In Living Color: Season Two (review)

Whites, blacks, men, women, gays, straights: No one escapes the razor wit of producer-star Keenan Ivory Wayans’s (White Chicks) sketch comedy show, still pertinent and relevant nearly a decade and a half later. Groundbreaking not just for its interracial cast but for its truly integrated attitude, these 22-minute episodes, which feel longer than they are, are packed with incisive, hilarious social commentary and pop-cultural satire, outrageous characters that were instantly classic when these 26 installments first aired in 1990-91: Homey the Clown, The Head Detective, the deliciously politically incorrect Men on Film. They’ve all aged well, partly because of the smart approach Wayans and his team — including brother Damon (Marci X) and sister Kim (Juwanna Mann), David Alan Grier (King of Texas), Tommy Davidson, Jamie Foxx (Collateral), and Jim Carrey (Eternal Sunshine of the Spotless Mind) — took, sending up hypocrisy and deconstructing stereotypes while never descending into cruelty.

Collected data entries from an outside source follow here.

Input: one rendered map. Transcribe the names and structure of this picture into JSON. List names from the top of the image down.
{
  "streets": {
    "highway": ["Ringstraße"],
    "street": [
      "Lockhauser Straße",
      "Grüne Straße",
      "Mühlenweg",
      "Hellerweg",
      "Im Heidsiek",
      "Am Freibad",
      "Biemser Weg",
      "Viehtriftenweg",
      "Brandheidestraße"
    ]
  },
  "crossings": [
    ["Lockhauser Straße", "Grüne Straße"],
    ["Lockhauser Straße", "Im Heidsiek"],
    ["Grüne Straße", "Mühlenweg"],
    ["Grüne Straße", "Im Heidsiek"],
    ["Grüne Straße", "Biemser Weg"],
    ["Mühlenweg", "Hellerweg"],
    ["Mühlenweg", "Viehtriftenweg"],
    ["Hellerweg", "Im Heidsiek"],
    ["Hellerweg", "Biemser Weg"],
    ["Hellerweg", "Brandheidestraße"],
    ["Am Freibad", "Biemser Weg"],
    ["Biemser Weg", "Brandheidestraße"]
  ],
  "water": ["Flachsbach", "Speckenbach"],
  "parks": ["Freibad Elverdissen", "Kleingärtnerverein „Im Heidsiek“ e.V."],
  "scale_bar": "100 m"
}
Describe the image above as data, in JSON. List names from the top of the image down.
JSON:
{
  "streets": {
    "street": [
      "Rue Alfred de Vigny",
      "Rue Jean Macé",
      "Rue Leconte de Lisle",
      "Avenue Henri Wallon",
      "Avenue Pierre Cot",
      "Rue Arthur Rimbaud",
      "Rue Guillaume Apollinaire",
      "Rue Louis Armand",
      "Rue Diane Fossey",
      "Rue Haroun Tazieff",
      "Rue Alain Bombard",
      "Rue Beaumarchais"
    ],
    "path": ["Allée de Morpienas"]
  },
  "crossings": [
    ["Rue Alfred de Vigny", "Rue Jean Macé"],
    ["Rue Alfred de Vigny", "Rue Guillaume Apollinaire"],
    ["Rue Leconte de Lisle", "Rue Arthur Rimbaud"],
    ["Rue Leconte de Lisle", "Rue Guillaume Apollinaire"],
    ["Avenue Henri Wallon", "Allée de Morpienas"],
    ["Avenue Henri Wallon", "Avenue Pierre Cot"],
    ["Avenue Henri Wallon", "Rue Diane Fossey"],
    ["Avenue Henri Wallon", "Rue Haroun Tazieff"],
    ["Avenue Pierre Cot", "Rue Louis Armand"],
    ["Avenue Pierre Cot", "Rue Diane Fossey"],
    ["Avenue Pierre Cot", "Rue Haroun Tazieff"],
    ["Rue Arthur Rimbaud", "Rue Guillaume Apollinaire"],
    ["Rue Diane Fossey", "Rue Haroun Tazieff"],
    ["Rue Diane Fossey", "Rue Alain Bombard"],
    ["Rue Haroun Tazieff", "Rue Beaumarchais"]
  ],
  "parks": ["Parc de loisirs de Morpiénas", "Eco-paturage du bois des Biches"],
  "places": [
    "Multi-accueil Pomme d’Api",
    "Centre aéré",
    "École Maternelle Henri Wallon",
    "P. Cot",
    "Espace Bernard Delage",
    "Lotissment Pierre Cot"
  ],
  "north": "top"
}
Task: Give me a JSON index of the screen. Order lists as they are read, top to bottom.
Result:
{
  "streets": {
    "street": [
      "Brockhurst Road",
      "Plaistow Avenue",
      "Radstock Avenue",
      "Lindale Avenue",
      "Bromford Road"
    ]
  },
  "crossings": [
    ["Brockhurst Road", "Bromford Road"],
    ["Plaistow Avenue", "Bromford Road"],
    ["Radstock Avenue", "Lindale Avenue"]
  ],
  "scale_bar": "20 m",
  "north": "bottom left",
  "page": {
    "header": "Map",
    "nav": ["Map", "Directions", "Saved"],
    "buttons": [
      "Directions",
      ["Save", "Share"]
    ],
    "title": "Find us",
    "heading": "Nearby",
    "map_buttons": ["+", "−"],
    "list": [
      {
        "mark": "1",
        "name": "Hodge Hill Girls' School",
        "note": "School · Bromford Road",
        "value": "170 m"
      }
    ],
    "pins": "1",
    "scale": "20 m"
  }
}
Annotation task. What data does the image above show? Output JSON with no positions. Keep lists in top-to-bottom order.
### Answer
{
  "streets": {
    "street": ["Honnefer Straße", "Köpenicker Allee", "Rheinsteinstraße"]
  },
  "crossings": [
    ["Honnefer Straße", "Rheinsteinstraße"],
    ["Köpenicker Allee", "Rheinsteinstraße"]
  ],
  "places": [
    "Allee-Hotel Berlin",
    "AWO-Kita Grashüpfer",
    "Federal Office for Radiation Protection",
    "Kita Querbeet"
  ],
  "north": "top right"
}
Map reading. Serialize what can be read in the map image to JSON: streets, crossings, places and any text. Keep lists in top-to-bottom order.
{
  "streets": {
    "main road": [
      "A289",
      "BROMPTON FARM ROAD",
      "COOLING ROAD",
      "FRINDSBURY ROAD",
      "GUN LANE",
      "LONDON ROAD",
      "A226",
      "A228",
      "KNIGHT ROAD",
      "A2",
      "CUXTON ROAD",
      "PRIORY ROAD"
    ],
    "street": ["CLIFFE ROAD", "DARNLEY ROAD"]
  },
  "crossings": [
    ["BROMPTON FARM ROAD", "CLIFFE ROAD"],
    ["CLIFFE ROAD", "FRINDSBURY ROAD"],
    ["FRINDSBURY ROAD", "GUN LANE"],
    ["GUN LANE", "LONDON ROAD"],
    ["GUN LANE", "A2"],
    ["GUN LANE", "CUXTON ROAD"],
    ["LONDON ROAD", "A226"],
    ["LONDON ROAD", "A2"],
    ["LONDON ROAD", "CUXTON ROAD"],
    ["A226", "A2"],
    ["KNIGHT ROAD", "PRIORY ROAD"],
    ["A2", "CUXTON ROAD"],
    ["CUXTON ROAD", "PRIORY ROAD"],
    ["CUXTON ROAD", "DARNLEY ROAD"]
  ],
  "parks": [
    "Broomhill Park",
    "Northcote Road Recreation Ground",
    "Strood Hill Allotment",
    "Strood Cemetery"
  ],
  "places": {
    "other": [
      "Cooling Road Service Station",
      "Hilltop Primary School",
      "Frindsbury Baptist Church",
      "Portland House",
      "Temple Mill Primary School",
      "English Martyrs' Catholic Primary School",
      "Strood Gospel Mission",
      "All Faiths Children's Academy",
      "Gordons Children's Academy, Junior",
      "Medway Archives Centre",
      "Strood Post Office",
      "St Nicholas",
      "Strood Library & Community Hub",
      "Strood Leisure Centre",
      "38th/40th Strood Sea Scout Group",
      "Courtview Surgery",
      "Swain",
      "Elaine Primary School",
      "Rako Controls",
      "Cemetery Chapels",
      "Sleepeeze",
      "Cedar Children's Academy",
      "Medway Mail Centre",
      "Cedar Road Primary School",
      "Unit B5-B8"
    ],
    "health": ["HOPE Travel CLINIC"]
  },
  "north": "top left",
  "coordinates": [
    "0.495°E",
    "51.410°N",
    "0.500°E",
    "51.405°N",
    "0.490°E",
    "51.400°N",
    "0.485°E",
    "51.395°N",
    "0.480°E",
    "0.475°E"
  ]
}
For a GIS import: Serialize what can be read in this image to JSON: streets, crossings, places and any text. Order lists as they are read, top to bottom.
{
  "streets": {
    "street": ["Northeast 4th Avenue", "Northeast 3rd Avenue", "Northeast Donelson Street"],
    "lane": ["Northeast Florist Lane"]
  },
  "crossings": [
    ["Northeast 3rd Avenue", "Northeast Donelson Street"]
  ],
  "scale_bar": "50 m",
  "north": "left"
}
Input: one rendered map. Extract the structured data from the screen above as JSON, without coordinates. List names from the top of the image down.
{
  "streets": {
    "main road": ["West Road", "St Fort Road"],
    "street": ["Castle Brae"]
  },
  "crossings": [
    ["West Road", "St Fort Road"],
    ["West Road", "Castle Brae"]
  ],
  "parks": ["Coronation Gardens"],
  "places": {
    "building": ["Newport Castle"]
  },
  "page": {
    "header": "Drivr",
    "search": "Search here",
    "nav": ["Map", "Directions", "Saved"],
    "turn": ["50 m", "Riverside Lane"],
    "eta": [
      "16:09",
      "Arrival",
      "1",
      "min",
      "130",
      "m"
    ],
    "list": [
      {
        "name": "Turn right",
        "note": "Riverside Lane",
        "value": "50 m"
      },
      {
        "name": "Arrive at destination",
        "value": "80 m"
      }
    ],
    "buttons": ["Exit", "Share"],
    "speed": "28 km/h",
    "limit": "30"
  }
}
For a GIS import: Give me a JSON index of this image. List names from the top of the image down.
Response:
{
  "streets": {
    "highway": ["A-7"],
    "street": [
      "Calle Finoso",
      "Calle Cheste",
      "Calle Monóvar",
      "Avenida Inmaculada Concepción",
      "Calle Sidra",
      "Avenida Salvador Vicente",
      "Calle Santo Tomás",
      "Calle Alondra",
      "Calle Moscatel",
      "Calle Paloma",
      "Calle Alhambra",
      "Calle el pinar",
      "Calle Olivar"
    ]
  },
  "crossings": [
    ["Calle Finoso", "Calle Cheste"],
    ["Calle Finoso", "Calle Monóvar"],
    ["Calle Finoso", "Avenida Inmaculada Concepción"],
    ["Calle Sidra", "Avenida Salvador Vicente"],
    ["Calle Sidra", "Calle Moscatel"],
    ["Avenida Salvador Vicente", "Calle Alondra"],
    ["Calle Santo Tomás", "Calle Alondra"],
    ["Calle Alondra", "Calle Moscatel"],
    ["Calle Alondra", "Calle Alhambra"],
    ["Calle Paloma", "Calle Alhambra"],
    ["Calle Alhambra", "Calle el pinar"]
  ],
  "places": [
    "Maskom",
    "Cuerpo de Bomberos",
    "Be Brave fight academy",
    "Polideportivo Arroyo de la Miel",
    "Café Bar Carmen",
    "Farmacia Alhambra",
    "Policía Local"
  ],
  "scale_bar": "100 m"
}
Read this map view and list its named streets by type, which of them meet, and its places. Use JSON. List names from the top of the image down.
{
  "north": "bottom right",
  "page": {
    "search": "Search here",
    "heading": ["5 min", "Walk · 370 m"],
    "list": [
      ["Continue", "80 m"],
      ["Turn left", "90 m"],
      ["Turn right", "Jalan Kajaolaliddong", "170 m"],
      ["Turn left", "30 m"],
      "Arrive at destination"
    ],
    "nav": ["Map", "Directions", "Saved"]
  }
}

Damon Wayans’s palsied superhero Handi-Man, for instance, has a sweetness in him that negates any potential unkindness in the portrayal of him; all these characters, including what is arguably Carrey’s funniest ever, the supremely silly Fire Marshal Bill, have soul. The only odd oversight in this terrific package, which includes lots of commentaries and featurettes, is the lack of chapter stops within episodes to allow the viewer to jump from sketch to sketch.